(SOURCE MATERIAL)
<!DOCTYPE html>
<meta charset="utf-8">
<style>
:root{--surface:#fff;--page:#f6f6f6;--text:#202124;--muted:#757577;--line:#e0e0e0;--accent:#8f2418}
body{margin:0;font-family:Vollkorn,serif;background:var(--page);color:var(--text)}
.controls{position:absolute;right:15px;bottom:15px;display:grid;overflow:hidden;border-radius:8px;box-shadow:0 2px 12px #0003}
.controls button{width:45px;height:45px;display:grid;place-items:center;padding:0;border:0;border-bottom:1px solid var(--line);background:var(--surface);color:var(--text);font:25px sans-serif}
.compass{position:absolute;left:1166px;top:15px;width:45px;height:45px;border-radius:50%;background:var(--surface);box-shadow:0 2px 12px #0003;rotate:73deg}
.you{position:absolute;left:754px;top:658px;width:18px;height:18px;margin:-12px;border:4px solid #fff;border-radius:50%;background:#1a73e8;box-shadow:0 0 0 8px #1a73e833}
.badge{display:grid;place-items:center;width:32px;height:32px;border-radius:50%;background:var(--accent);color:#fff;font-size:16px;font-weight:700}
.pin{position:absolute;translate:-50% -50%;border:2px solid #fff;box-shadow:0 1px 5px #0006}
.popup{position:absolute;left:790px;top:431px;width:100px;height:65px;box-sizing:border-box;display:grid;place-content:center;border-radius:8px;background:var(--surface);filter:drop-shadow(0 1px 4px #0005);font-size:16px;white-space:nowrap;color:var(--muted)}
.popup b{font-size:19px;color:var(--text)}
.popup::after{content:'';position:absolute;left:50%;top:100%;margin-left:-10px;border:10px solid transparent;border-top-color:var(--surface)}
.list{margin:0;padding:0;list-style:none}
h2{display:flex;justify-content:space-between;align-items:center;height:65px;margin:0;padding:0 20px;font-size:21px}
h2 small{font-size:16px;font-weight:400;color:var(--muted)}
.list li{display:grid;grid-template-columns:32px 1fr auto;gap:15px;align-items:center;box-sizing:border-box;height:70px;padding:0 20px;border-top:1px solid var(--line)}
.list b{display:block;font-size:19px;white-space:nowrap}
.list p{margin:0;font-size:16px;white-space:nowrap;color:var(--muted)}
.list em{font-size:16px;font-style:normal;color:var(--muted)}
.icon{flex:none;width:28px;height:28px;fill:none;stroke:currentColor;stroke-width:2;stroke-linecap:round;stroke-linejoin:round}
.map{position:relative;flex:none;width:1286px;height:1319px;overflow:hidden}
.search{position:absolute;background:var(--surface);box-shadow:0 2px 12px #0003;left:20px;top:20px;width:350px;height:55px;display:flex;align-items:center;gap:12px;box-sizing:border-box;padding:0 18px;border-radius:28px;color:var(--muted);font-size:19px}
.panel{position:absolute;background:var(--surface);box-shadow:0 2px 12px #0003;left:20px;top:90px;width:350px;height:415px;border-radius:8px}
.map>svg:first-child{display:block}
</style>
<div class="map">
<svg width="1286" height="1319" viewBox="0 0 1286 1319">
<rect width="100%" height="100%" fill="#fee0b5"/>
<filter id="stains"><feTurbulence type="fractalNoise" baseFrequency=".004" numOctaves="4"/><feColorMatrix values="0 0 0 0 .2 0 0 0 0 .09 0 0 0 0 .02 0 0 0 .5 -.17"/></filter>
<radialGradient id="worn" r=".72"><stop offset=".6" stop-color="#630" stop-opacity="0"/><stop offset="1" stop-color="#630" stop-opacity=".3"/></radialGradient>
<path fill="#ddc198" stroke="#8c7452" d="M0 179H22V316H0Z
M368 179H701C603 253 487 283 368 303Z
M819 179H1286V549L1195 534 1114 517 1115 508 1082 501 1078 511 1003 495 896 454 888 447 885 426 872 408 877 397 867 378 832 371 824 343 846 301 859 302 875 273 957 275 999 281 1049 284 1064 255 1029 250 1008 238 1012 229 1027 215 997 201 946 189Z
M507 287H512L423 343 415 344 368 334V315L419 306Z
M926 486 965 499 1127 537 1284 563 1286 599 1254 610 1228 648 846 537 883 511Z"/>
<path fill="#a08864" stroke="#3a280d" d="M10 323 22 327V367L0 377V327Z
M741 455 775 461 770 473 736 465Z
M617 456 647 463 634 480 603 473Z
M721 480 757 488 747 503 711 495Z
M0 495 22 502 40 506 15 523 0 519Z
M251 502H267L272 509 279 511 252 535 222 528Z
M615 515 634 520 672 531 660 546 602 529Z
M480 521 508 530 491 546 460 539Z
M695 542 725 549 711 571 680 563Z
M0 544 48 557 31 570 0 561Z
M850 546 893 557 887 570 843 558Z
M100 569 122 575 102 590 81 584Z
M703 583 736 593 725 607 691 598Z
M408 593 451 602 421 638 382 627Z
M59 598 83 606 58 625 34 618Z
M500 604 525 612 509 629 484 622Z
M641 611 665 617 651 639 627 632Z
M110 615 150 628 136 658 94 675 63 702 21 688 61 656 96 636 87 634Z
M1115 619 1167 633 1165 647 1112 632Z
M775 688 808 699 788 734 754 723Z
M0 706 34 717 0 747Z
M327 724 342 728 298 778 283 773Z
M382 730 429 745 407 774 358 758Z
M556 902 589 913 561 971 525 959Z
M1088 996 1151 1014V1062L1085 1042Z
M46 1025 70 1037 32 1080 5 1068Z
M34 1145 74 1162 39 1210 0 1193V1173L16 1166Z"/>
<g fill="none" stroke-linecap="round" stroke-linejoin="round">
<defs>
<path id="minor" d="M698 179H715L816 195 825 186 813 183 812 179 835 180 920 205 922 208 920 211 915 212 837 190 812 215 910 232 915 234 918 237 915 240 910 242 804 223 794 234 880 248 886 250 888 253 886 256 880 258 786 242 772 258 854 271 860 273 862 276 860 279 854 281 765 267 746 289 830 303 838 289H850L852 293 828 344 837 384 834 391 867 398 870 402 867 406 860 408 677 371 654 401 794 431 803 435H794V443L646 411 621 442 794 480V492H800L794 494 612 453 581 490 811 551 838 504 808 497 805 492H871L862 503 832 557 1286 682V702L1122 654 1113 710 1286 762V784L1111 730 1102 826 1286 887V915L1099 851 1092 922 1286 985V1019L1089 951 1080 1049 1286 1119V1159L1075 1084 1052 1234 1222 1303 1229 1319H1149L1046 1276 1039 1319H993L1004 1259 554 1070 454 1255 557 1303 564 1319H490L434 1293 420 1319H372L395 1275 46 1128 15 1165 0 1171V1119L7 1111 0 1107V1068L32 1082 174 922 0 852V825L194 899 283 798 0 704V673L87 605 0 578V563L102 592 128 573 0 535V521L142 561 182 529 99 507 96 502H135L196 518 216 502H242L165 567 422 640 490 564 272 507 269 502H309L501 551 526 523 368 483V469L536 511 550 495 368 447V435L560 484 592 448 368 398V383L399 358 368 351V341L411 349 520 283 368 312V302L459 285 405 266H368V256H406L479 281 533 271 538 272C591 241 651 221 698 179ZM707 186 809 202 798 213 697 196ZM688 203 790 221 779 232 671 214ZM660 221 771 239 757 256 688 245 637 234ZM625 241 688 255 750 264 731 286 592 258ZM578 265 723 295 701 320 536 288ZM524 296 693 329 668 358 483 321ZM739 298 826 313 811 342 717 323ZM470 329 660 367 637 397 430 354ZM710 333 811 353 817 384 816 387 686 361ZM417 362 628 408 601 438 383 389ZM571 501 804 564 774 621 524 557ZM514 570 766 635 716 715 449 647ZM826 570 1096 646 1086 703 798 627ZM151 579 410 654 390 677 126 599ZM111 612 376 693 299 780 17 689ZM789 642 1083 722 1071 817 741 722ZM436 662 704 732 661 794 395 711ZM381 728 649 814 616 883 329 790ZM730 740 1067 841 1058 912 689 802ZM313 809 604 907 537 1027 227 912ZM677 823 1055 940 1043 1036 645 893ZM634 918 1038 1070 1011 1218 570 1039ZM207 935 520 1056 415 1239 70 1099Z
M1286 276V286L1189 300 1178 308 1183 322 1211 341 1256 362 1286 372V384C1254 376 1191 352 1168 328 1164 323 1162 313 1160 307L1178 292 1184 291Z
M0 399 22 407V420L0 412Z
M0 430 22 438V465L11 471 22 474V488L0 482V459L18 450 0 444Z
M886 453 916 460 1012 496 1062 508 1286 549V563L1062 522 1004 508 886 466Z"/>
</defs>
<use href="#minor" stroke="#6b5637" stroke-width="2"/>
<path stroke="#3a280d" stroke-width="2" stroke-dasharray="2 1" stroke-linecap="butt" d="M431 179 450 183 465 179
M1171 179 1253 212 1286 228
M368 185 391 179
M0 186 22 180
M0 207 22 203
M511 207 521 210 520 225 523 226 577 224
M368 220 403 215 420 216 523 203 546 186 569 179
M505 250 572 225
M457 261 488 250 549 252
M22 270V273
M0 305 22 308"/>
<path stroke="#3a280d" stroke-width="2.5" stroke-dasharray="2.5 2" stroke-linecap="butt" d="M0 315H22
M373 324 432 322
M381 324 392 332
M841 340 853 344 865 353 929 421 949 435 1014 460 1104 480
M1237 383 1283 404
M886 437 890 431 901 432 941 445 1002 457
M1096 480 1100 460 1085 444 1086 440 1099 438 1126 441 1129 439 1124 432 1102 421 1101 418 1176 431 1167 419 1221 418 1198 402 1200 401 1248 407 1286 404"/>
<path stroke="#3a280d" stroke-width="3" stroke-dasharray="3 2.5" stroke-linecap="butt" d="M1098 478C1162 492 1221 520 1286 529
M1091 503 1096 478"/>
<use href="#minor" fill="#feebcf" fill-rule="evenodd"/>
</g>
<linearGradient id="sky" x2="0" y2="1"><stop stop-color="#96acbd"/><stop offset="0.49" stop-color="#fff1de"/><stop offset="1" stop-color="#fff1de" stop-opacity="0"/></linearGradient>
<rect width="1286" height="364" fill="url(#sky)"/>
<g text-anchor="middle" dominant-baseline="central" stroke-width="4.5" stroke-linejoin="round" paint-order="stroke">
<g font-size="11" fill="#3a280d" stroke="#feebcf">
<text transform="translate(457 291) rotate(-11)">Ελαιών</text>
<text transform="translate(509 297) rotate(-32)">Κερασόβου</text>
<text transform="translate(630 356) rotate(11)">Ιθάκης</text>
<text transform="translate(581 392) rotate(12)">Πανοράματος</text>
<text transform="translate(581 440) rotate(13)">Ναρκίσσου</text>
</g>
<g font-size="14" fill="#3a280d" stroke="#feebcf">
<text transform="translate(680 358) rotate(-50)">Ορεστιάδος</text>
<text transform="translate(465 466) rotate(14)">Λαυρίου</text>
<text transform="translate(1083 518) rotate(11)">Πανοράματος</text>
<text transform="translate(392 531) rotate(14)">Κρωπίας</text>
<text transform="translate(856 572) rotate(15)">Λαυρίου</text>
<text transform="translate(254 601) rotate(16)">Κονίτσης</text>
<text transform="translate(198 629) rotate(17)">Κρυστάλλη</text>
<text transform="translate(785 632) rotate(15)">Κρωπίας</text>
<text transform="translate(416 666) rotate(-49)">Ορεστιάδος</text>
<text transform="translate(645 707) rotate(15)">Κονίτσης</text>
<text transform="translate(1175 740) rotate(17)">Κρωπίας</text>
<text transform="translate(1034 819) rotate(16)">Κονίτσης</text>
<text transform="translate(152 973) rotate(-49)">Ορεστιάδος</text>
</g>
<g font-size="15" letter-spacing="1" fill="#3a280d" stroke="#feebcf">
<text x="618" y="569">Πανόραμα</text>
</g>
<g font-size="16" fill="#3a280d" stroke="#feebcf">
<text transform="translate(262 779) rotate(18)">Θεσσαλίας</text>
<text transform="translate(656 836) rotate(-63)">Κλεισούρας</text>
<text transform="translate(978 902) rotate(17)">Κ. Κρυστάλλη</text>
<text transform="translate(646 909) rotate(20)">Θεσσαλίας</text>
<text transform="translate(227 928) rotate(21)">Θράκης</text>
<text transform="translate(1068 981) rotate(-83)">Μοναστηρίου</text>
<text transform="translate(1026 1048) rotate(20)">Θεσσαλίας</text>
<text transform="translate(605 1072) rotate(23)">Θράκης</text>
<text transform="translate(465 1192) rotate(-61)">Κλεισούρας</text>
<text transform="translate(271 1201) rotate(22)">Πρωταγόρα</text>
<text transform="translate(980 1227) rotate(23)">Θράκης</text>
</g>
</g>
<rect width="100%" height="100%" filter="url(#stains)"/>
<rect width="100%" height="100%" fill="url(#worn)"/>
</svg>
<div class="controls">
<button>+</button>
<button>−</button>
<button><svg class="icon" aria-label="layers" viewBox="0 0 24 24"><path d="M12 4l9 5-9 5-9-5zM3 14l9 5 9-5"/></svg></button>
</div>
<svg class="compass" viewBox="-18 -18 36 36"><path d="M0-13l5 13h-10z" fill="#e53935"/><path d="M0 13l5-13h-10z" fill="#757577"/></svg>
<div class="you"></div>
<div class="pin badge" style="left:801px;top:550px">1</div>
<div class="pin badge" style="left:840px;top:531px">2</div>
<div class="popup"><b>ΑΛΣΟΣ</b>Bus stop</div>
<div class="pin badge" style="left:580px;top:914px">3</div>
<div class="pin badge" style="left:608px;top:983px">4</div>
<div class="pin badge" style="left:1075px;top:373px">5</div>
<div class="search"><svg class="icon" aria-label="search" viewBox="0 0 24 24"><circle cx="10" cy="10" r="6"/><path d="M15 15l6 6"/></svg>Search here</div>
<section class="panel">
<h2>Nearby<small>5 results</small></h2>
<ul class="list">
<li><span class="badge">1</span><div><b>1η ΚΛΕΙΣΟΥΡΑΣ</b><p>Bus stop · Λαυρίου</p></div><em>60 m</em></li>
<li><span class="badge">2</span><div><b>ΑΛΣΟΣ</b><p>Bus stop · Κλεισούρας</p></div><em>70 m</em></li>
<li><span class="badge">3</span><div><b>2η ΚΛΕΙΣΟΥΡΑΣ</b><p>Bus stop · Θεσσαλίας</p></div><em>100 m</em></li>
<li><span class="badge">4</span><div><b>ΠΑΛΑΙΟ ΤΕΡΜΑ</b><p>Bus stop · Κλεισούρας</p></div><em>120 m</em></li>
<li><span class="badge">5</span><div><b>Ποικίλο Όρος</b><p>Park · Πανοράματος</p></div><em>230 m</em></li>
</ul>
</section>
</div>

(EXERCISE INSTRUCTIONS)
Return exactly the lines from the one containing "stop · Λαυρίου</p></div><em>60 m</em></li>" to the last line of the data, and nothing more.

(TASK OUTPUT)
<li><span class="badge">1</span><div><b>1η ΚΛΕΙΣΟΥΡΑΣ</b><p>Bus stop · Λαυρίου</p></div><em>60 m</em></li>
<li><span class="badge">2</span><div><b>ΑΛΣΟΣ</b><p>Bus stop · Κλεισούρας</p></div><em>70 m</em></li>
<li><span class="badge">3</span><div><b>2η ΚΛΕΙΣΟΥΡΑΣ</b><p>Bus stop · Θεσσαλίας</p></div><em>100 m</em></li>
<li><span class="badge">4</span><div><b>ΠΑΛΑΙΟ ΤΕΡΜΑ</b><p>Bus stop · Κλεισούρας</p></div><em>120 m</em></li>
<li><span class="badge">5</span><div><b>Ποικίλο Όρος</b><p>Park · Πανοράματος</p></div><em>230 m</em></li>
</ul>
</section>
</div>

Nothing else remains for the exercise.